* [WHAT IS EXPECTED]: The records below must be retyped exactly.
--- EXERCISE DATA Enclosed Below ---
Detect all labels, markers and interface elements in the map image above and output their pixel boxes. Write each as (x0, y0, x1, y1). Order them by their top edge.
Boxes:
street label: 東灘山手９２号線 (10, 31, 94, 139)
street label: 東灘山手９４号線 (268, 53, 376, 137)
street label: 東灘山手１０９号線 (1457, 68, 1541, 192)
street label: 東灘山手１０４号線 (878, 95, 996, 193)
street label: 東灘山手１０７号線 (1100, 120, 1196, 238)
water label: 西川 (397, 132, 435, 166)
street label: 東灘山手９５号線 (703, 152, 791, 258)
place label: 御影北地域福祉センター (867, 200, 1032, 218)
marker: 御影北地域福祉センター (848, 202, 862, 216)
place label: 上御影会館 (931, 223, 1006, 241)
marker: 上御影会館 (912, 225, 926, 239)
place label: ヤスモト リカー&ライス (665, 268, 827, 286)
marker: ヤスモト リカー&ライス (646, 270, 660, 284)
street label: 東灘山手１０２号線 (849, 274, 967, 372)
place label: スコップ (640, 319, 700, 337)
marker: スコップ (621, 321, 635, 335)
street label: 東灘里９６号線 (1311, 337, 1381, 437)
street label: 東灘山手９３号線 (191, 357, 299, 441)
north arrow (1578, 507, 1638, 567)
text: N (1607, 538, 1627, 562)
--- End of Enclosed EXERCISE DATA ---
* [EXERCISE RESULT]:
Detect all labels, markers and interface elements in the map image above and output their pixel boxes. Write each as (x0, y0, x1, y1). Order them by their top edge.
Boxes:
street label: 東灘山手９２号線 (10, 31, 94, 139)
street label: 東灘山手９４号線 (268, 53, 376, 137)
street label: 東灘山手１０９号線 (1457, 68, 1541, 192)
street label: 東灘山手１０４号線 (878, 95, 996, 193)
street label: 東灘山手１０７号線 (1100, 120, 1196, 238)
water label: 西川 (397, 132, 435, 166)
street label: 東灘山手９５号線 (703, 152, 791, 258)
place label: 御影北地域福祉センター (867, 200, 1032, 218)
marker: 御影北地域福祉センター (848, 202, 862, 216)
place label: 上御影会館 (931, 223, 1006, 241)
marker: 上御影会館 (912, 225, 926, 239)
place label: ヤスモト リカー&ライス (665, 268, 827, 286)
marker: ヤスモト リカー&ライス (646, 270, 660, 284)
street label: 東灘山手１０２号線 (849, 274, 967, 372)
place label: スコップ (640, 319, 700, 337)
marker: スコップ (621, 321, 635, 335)
street label: 東灘里９６号線 (1311, 337, 1381, 437)
street label: 東灘山手９３号線 (191, 357, 299, 441)
north arrow (1578, 507, 1638, 567)
text: N (1607, 538, 1627, 562)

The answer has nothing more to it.